The office door flung open, and Morning Shift Manager Bates flopped his tie behind him and gingerly walked down the stairs with a limp in his left leg. He searched the floor and, once he found the area in question with its buzzer and blinking light, jiggled over like a speed walker needing to urinate. “Everything all right, Alice?” Bates asked her. The other workers glanced up but kept reviewing their own lines of lamps.
“Yes, fine,” she answered as she quietly slid the marker into her jeans before slapping INSP. 65 – COYNE-MECK. ST. PAUL, MN on the bottom and next to the initials and last name, the gold approval sticker popping like speech bubbles in a comic book. “I thought there was a crack around the neck, so I wanted to double check.” She cranked the conveyor belt back to green, waited for the next lamp in line, and brushing a strand of hair from her eyes, smiled as emotionless as she could.
Bates looked at her and then at her station for a few seconds, nodded, flipped off the warning light and buzzer, sipped from his mug, tipping it back until its words No Talkie Before Coffee disappeared, noise and metal and plastic churning around them once again, and left, climbing back upstairs, dragging his left leg behind him.
Alice watched the lamp quiver on its padded square until it twisted around the corner and disappeared into the broad doorway of Shipping & Receiving.
After sitting for a few days in the delivery truck at Coyne-Mecklenburg’s warehouse, the lamp with the name travelled to the then twenty-second annual Home Furnishings Expo at the Twin Cities Convention Center that highlighted upcoming products for the spring season—graduations, Mother’s Day, weddings picking up full steam. The medium-sized truck rumbled down Garden and Floyd and entered Gate B, north side, where the wrought-iron fences divided the rising sun into long rectangles of equal brightness. The other lamps, some of which were marked with the initials and last name, headed to other destinations that have nothing to do with you.

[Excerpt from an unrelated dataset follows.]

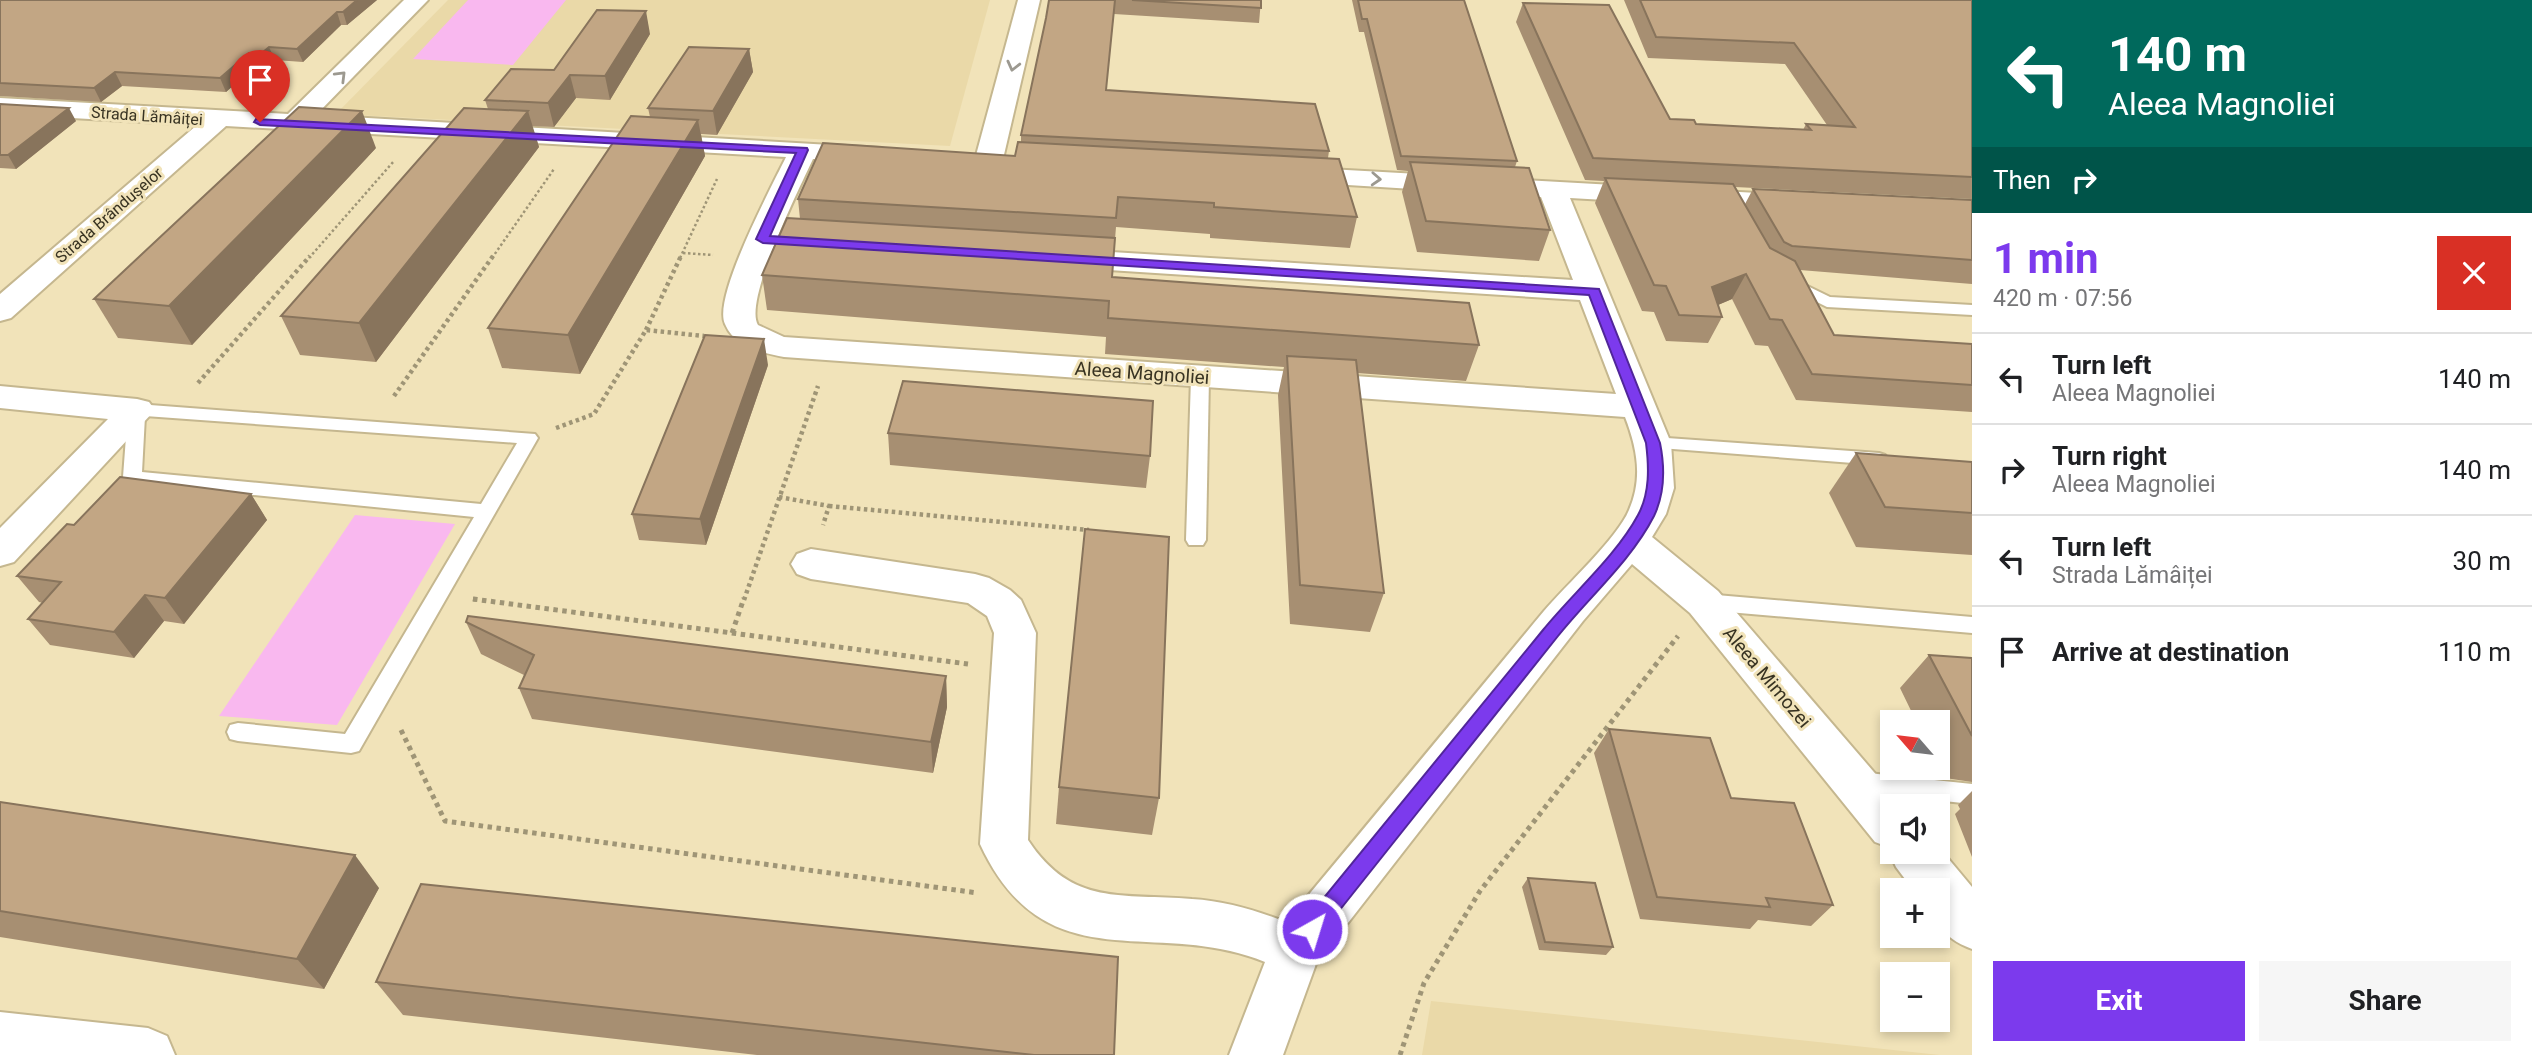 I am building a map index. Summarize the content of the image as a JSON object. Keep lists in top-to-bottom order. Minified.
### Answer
{"streets":{"street":["Strada Lămâiței","Strada Brândușelor","Aleea Magnoliei","Aleea Mimozei"]},"crossings":[["Strada Lămâiței","Strada Brândușelor"]],"north":"top left","page":{"turn":["140 m","Aleea Magnoliei"],"then":"Then","heading":["1 min","420 m · 07:56"],"list":[{"name":"Turn left","note":"Aleea Magnoliei","value":"140 m"},{"name":"Turn right","note":"Aleea Magnoliei","value":"140 m"},{"name":"Turn left","note":"Strada Lămâiței","value":"30 m"},{"name":"Arrive at destination","value":"110 m"}],"map_buttons":["+","−"],"buttons":["Exit","Share"]}} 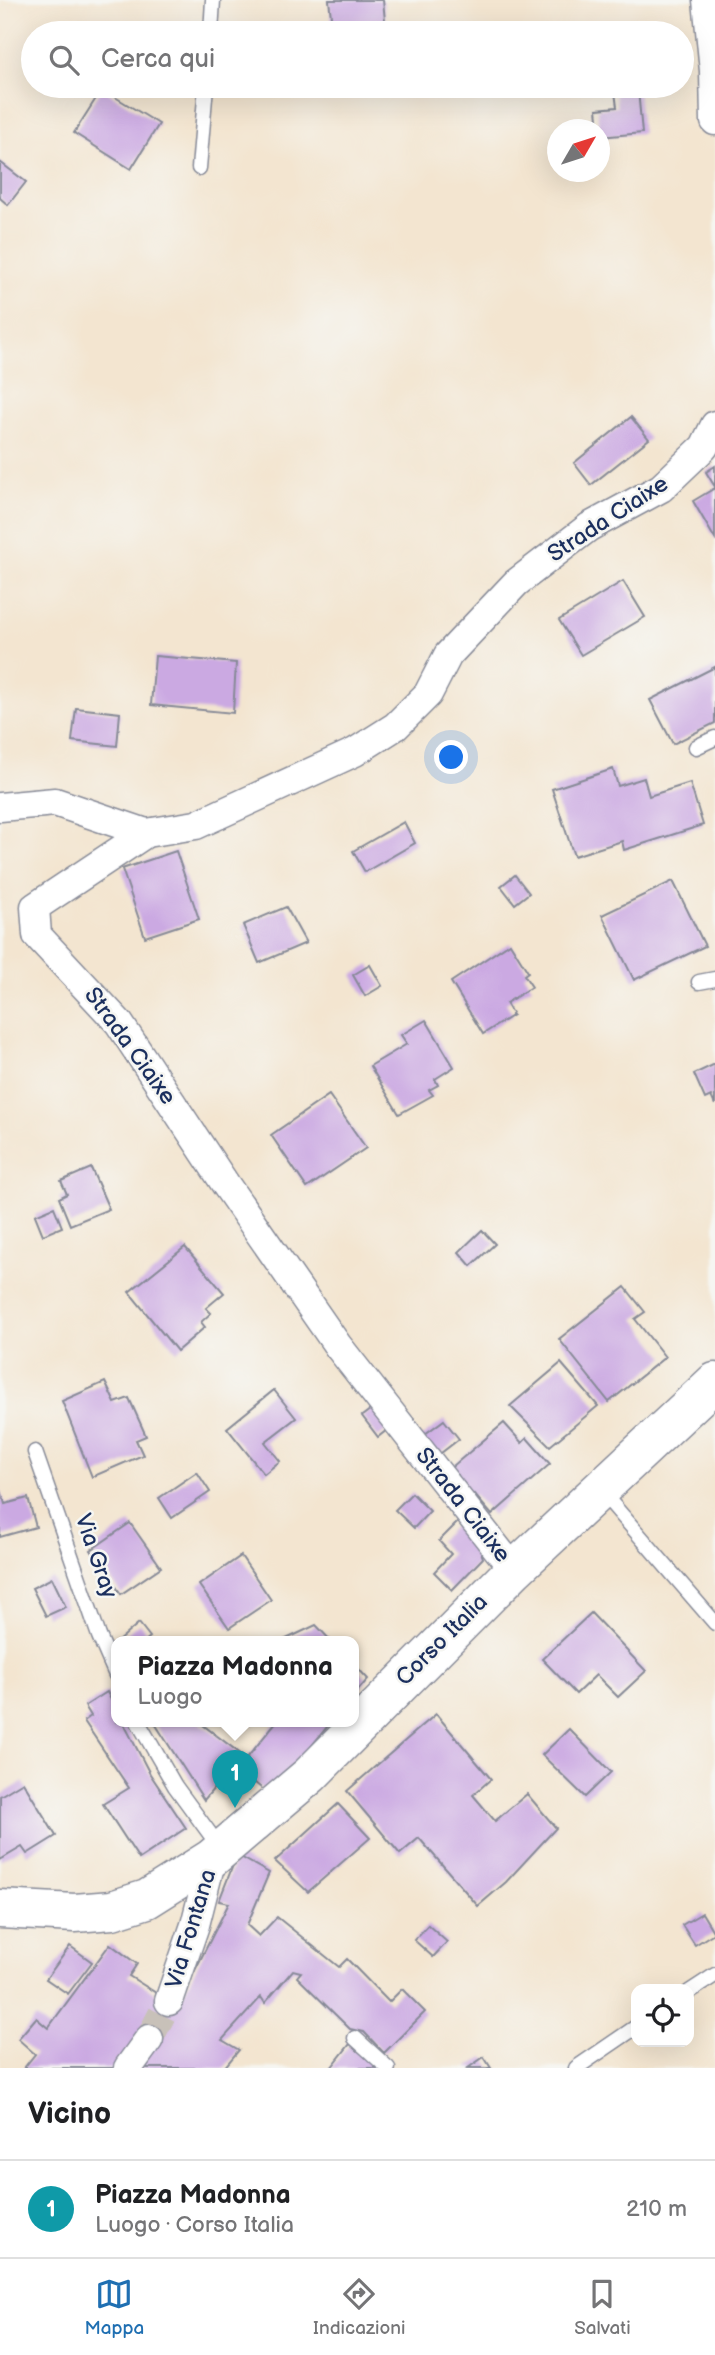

On site and in charge of C-M’s booth and show floor at the Expo was a man in his early thirties, sporting a thin mustache, dress shirt, and black slacks, and who was a junior member of, as they were called then, the Bread & Butter sales team that handled the most promising and lucrative regions. His numbers, however, had been down that year, and the old guard let him know that he seemed to have a penchant for consistently placing last in sales measured by volume, price, and commission percentages; even the ladies, especially the recent college grads with degrees in the arts and humanities, rubbed it in in the break room; they had better numbers than him. The veterans had selected him, still being the relatively new guy, to man the booth, joking with him that, if he became too scared and pissed his pants while trying to make a big impression on a potential customer, the AstroTurf underneath him would soak it all up—no stain visible.
When the truck finally appeared on that Good Friday morning, the sales rep helped unload, set, and unpack the boxes on the fake-grass floor of the rectangular presentation area. He wandered down the nearby lanes of the competition (“our peers” he was encouraged to call them) and wondered if lamps were really his future; his personal favorite was the picnic set, from a company in Mason City, Iowa, with painted clouds and a green field on each piece and when aligned next to each other looked like a complete field. Circling his own booth, he took note of C-M’s products, many of which were brightly colored and soft on the eyes, and practiced his pitch that, with summer approaching, it would be a great time to think about installing lights by the pool or outdoor eating areas where people love to spend time with each other. He had his parents and his siblings but no one else, no lover, no filled weekends, nothing other than work on his calendar. The lamp with marks sat on a vanilla-white vitrine behind accessories that the sales rep had organized by shape and color; he made sure that the price tags weren’t readily visible on any of the items on the floor. He thought nothing more of what he had accomplished by the time the front doors to the Expo opened to the public.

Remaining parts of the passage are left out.